28.4 None of this was considered by the Courts below, in a holistic manner. While the first order of the learned Magistrate was passed prior to committal of proceedings, the second order, which is the order of the learned ASJ, was passed after the case was committed to the session Court. The first order, by virtue of subsequent events, has lost its legal efficacy. In so far the order dated 21.01.2013 is concerned, it cannot be sustained for the very reasons set out above. The Courts below in that sense acted with material irregularity in exercise of jurisdiction vested in it in law. There is a high purpose in the provisions of Section 327 of Cr.P.C. Even in a rape trial, the Court is required to consider the various facets and dimensions obtaining in the case before taking a decision one way or the other. A mechanical approach is to be abjured.
207. These being: Gannet Co. vs De Pasquale (1979) 443 US 368; Richmond Newspaper Inc. vs Virginia (1980) 448 US 555 and Globe Newspaper Co. vs Superior Court (1982) 457 US 596. After examining the judgments Mr Justice Jagannatha Shetty concluded as follows:
31. The other objection taken by the learned counsel for the Respondents is that the present proceeding is not maintainable as the Petitioners ought to have taken recourse to the provisions of Section 397 and 482 of the Cr.P.C. and not to a proceeding under Article 226 of the Constitution of India. According to me this argument is untenable as all three proceedings would lie in the High Court, as presently positioned. The mere fact that the Petitioners have chosen to approach this Court by way of a petition under Article 226 of the Constitution of India, will not come in the way of the Court entertaining a petition. The power under Article 226 of the Constitution, which is available to the Court, is far wider. As a matter of fact, the Petitioners, not being a party to the criminal proceeding, would perhaps not be entertained if, a revision petition were to be filed under Section 397 of the Cr.P.C. or a petition under Section 482 of the Cr.P.C. This would, however, not fetter the Court from entertaining proceedings on its own against orders of the Courts below, if deemed fit, in a given case. (see Sarveshwar Singh Vs. State, 1999 "Cr. LJ 2179) 31.1 The power of the High Court to issue writs extends not only for enforcement of rights conferred under Part III of the Constitution but also for "any other purpose". The Petitioners in this case seek access to a Court proceeding, which they say has been denied to them, based on an erroneous and/or irregular exercise of jurisdiction conferred on the Courts below. The challenge is also to the advisory issued by the Respondents on the ground that it violates the Petitioners' fundamental right under Article 19(1)(a) of the Constitution. To my mind, the present petition filed under Article 226 of the Constitution is, the appropriate remedy.

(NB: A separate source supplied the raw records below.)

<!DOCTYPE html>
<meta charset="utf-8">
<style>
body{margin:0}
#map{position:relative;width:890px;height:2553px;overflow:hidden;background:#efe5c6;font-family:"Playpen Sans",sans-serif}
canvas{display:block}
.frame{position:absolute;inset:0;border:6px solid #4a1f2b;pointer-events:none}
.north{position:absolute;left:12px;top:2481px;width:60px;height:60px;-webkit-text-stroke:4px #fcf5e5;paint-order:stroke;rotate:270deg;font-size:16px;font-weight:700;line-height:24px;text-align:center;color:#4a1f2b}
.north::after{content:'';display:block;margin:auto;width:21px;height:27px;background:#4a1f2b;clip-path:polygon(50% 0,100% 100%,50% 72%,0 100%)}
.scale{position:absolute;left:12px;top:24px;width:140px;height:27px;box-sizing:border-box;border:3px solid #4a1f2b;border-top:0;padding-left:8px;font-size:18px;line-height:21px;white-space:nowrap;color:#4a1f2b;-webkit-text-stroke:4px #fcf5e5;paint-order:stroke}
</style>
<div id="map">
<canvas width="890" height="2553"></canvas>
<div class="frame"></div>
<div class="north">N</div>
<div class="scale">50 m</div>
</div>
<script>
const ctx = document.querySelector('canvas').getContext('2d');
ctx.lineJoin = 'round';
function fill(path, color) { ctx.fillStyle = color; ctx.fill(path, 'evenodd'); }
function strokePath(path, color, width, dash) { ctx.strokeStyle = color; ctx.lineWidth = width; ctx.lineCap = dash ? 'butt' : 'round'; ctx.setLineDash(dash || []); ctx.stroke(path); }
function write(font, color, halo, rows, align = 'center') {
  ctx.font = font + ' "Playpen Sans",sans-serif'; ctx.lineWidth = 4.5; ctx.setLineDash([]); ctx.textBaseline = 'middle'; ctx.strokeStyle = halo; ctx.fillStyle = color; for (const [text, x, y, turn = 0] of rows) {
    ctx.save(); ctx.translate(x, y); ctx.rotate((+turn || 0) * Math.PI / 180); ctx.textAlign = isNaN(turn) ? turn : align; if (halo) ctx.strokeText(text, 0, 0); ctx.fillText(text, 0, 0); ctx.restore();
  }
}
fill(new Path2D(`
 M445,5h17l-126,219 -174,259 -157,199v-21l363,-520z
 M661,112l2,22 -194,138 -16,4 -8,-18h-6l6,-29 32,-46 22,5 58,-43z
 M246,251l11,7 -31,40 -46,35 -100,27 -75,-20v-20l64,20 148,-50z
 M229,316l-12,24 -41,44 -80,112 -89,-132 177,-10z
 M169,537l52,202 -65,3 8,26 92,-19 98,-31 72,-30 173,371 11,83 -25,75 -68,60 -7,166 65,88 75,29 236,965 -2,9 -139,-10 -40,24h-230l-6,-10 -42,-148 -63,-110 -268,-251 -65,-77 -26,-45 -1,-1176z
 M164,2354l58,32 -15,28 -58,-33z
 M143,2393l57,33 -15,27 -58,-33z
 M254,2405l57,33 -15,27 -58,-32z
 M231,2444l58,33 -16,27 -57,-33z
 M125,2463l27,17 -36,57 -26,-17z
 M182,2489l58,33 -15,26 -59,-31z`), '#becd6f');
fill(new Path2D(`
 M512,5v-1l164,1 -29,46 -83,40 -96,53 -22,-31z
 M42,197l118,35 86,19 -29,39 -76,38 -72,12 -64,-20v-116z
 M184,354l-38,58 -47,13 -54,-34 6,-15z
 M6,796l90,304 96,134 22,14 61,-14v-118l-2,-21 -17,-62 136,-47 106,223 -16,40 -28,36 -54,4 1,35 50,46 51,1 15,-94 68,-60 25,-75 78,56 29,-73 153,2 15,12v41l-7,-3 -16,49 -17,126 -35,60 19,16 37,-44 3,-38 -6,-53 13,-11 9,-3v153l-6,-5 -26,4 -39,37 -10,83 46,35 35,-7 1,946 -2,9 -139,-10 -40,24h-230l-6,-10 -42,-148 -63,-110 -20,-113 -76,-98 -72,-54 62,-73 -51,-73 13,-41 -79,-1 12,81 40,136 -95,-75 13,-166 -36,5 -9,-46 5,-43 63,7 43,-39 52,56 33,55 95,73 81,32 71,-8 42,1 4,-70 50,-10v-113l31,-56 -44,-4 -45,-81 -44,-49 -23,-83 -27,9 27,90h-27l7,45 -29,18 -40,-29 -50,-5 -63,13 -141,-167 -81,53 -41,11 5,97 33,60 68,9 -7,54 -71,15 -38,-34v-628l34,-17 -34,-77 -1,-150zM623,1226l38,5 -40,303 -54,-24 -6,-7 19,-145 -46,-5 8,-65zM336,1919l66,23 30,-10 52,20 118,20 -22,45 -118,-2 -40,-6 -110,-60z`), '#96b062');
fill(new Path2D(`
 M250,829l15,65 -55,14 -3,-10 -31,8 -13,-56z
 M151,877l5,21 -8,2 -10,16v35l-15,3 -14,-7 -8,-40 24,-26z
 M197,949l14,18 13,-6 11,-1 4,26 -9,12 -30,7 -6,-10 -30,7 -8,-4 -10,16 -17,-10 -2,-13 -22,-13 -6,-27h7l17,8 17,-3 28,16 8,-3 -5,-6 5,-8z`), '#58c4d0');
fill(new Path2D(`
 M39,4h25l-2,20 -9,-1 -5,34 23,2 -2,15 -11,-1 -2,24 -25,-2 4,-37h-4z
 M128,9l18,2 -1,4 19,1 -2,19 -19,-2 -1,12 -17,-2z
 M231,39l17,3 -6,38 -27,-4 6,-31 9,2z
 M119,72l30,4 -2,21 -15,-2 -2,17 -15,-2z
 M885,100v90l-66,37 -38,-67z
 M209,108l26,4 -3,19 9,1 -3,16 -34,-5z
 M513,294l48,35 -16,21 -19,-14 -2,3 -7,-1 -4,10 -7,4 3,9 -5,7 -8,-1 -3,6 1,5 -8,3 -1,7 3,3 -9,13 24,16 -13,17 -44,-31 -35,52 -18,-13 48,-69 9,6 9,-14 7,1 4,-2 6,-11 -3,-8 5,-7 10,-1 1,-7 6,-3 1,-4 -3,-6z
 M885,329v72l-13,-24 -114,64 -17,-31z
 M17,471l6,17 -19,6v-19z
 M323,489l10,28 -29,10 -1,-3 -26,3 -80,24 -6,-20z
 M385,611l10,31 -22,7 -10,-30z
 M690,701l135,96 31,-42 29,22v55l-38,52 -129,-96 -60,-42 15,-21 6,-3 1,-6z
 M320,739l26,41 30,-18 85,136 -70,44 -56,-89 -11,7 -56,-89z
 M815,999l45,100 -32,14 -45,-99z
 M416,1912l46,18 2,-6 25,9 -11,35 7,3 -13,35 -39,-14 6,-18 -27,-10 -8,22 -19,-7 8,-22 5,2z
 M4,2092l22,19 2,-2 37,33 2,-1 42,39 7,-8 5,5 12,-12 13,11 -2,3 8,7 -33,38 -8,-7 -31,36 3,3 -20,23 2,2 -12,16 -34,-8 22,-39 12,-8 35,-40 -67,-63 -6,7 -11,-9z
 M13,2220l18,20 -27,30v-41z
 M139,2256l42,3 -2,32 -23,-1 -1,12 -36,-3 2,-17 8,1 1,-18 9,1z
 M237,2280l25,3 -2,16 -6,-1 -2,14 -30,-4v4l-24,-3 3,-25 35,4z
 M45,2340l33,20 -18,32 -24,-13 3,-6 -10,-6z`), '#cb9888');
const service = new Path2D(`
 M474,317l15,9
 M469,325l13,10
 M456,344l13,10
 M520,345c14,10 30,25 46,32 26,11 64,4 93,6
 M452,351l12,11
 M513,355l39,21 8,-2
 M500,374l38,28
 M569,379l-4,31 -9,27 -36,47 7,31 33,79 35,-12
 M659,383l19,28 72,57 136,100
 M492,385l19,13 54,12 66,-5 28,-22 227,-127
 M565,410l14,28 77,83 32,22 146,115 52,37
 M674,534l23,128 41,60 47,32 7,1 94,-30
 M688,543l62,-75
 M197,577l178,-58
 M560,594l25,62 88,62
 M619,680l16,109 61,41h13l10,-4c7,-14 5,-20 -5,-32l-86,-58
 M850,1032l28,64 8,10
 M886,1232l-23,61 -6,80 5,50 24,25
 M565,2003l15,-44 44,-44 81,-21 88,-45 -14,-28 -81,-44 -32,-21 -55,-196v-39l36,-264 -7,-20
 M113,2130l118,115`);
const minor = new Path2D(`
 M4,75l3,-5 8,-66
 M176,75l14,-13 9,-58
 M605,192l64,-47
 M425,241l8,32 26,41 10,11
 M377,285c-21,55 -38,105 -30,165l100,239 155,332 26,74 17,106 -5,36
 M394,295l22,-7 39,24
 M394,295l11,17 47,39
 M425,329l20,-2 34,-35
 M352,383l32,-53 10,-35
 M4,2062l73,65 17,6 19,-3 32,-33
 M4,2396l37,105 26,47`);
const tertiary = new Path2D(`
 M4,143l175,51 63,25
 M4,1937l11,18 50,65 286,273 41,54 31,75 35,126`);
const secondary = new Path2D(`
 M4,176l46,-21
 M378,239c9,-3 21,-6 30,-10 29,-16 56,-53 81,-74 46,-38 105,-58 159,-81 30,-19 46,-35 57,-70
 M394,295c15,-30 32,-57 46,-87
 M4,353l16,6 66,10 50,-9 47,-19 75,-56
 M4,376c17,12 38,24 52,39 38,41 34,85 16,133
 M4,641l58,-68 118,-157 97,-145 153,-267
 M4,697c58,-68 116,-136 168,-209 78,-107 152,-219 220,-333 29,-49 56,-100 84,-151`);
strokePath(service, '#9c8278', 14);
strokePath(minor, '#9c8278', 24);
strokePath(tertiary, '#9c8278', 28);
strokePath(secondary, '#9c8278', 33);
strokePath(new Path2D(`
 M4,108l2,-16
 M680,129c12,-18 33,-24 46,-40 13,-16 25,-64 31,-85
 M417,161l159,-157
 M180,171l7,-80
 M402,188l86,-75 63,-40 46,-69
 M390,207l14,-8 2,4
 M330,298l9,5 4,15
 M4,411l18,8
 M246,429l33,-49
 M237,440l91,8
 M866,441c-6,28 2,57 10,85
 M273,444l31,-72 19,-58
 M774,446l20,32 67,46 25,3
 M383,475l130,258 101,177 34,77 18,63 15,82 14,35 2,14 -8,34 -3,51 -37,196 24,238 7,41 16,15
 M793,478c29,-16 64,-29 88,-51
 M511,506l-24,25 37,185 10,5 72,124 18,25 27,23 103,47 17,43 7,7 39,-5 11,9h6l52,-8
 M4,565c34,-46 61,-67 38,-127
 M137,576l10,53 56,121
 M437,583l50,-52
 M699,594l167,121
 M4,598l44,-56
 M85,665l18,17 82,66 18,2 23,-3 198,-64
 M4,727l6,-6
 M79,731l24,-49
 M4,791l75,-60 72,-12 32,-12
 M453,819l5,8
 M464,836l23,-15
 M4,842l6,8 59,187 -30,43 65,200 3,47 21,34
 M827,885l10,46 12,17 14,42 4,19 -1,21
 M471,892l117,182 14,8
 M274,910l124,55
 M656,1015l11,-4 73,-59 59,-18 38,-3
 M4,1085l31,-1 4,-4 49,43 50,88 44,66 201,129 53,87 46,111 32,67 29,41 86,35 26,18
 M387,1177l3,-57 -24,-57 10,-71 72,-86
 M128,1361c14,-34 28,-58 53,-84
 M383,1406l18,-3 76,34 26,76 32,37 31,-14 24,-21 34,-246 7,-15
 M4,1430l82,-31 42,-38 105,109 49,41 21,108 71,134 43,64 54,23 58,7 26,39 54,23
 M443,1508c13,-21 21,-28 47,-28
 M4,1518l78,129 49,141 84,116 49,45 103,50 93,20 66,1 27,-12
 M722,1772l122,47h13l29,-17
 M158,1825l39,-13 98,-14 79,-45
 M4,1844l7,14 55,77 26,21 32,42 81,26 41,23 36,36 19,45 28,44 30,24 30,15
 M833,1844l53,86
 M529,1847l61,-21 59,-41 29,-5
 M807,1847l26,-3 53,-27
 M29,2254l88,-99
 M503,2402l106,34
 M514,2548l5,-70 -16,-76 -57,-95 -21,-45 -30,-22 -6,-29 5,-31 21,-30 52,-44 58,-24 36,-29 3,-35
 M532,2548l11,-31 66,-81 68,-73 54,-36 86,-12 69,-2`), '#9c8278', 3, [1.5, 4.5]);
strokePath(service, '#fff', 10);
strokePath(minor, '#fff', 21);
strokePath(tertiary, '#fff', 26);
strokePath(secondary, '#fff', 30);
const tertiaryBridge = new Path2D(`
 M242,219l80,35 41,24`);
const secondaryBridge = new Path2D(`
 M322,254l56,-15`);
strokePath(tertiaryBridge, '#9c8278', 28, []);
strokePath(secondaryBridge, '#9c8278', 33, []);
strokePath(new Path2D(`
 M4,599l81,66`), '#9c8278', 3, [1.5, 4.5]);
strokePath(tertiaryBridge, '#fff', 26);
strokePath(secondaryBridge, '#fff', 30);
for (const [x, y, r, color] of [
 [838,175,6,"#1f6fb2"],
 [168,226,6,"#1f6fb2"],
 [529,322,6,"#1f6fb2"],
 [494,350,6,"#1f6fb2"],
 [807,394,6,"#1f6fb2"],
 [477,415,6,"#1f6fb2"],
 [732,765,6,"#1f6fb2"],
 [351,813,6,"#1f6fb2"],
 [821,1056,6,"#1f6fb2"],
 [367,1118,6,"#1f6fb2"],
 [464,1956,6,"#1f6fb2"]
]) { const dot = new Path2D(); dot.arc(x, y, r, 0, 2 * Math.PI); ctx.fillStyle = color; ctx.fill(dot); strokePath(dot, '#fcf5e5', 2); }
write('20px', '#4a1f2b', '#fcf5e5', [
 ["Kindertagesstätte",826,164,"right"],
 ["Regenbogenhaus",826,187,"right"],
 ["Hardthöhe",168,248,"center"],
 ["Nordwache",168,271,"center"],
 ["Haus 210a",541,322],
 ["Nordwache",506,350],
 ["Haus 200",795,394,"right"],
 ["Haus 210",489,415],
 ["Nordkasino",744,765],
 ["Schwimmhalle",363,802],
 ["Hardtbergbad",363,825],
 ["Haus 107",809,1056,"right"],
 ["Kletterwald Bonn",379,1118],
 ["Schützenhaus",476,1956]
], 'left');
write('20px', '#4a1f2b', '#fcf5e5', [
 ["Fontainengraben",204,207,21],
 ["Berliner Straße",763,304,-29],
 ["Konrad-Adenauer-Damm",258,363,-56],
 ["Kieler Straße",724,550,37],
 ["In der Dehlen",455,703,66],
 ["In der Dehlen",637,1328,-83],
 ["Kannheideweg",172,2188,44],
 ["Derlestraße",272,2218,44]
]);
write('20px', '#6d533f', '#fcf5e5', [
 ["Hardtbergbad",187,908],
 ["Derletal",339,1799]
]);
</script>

32. The argument advanced by Mr. Krishnan, based on the judgment of the Supreme Court in the case of Gurmit Singh and Sakshi has relevance to the extent that ordinarily in an enquiry or trial of an offence of rape and / or allied offences, should be held in camera. The Supreme Court‟s exhortation in that regard, however, cannot be construed in manner so as to exclude the trial Courts‟ discretion to act otherwise for good reason. The Supreme Court, in my opinion, consciously uses the words "invariably" as against exclusionary words such as "must" and "without fail" when opining in paragraph 24 at pages 404 and 405 of its judgment that such trials should be held in camera and that trial Courts should "liberally" take recourse to the provisions of Sub Sections (2) and (3) of Section 327 of Cr.P.C. 32.1 To my mind there could be myriad situations in which the trial Court may not want to take recourse to Sub Section (2) of Section 327 of Cr.P.C. even in a rape trial. Take a case where the victim is a woman of small means, who is put into flesh trade by a group of persons, enjoying power and pelf. The accused in such case may want the entire proceedings to be held in camera. The trial Court while protecting the victim from unwanted public glare may still consider opening certain phases of the trial to public. One of the reasons for adopting such a course, out of many, could be to send out a signal that a fair trial would be held, which would remain impervious to powerful influences.
32.2 Every case therefore to my mind needs employment of judicial discretion which would cater to a given fact situation. It cannot be, as is sought to be argued by Mr. Krishnan, that once it is established that offence to be tried is an offence of rape (or other allied offences), the Judge would have no choice, but to hold the trial in camera.
32.3 Furthermore, in Sakshi‟s case, the Petitioner had approached the Supreme Court in a petition filed under Article 32 of the Constitution of India seeking a declaration that the term "sexual intercourse", as contained in Section 375 of the IPC would include all kinds of penetration and not be confined to penile / vaginal penetration. While the Supreme Court declined relief in respect of this prayer, it issued two significant directions. The first direction issued was that provisions of Section 327(2) of the Cr.P.C. would also apply to an inquiry or trial of offences under Section 354 and 377 of the IPC.